WHAT NEEDS TO BE DONE =>
Every line of the data should be retyped with no difference from the original.

MATERIALS PROVIDED =>
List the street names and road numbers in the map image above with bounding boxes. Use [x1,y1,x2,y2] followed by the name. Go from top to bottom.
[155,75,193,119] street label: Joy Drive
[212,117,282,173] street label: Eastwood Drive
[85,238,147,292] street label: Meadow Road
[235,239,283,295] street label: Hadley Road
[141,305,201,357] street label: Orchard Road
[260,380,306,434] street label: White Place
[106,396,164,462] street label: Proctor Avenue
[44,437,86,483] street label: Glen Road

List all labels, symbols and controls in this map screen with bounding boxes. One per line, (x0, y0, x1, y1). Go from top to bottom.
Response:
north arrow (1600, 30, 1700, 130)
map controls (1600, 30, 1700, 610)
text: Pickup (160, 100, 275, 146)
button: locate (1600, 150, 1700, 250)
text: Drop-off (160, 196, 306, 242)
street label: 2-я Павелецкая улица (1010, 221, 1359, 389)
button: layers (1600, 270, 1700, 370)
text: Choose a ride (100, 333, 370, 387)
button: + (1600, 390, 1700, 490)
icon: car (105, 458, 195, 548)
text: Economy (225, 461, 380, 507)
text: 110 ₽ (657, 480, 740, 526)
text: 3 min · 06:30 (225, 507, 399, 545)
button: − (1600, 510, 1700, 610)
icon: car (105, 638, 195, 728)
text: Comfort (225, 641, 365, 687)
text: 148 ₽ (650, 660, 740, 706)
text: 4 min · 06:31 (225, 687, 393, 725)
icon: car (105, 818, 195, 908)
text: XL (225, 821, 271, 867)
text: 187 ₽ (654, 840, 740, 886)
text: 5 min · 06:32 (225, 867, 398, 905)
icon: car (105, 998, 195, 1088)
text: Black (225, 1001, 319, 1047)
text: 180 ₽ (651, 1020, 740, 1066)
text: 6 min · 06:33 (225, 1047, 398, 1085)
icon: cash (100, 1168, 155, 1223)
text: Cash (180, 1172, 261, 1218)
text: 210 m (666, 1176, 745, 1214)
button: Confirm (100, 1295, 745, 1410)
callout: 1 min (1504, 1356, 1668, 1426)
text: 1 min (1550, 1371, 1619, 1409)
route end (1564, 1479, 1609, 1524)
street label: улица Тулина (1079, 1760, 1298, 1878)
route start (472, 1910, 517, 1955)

EXPECTED OUTPUT =>
List the street names and road numbers in the map image above with bounding boxes. Use [x1,y1,x2,y2] followed by the name. Go from top to bottom.
[155,75,193,119] street label: Joy Drive
[212,117,282,173] street label: Eastwood Drive
[85,238,147,292] street label: Meadow Road
[235,239,283,295] street label: Hadley Road
[141,305,201,357] street label: Orchard Road
[260,380,306,434] street label: White Place
[106,396,164,462] street label: Proctor Avenue
[44,437,86,483] street label: Glen Road

List all labels, symbols and controls in this map screen with bounding boxes. One per line, (x0, y0, x1, y1). Go from top to bottom.
Response:
north arrow (1600, 30, 1700, 130)
map controls (1600, 30, 1700, 610)
text: Pickup (160, 100, 275, 146)
button: locate (1600, 150, 1700, 250)
text: Drop-off (160, 196, 306, 242)
street label: 2-я Павелецкая улица (1010, 221, 1359, 389)
button: layers (1600, 270, 1700, 370)
text: Choose a ride (100, 333, 370, 387)
button: + (1600, 390, 1700, 490)
icon: car (105, 458, 195, 548)
text: Economy (225, 461, 380, 507)
text: 110 ₽ (657, 480, 740, 526)
text: 3 min · 06:30 (225, 507, 399, 545)
button: − (1600, 510, 1700, 610)
icon: car (105, 638, 195, 728)
text: Comfort (225, 641, 365, 687)
text: 148 ₽ (650, 660, 740, 706)
text: 4 min · 06:31 (225, 687, 393, 725)
icon: car (105, 818, 195, 908)
text: XL (225, 821, 271, 867)
text: 187 ₽ (654, 840, 740, 886)
text: 5 min · 06:32 (225, 867, 398, 905)
icon: car (105, 998, 195, 1088)
text: Black (225, 1001, 319, 1047)
text: 180 ₽ (651, 1020, 740, 1066)
text: 6 min · 06:33 (225, 1047, 398, 1085)
icon: cash (100, 1168, 155, 1223)
text: Cash (180, 1172, 261, 1218)
text: 210 m (666, 1176, 745, 1214)
button: Confirm (100, 1295, 745, 1410)
callout: 1 min (1504, 1356, 1668, 1426)
text: 1 min (1550, 1371, 1619, 1409)
route end (1564, 1479, 1609, 1524)
street label: улица Тулина (1079, 1760, 1298, 1878)
route start (472, 1910, 517, 1955)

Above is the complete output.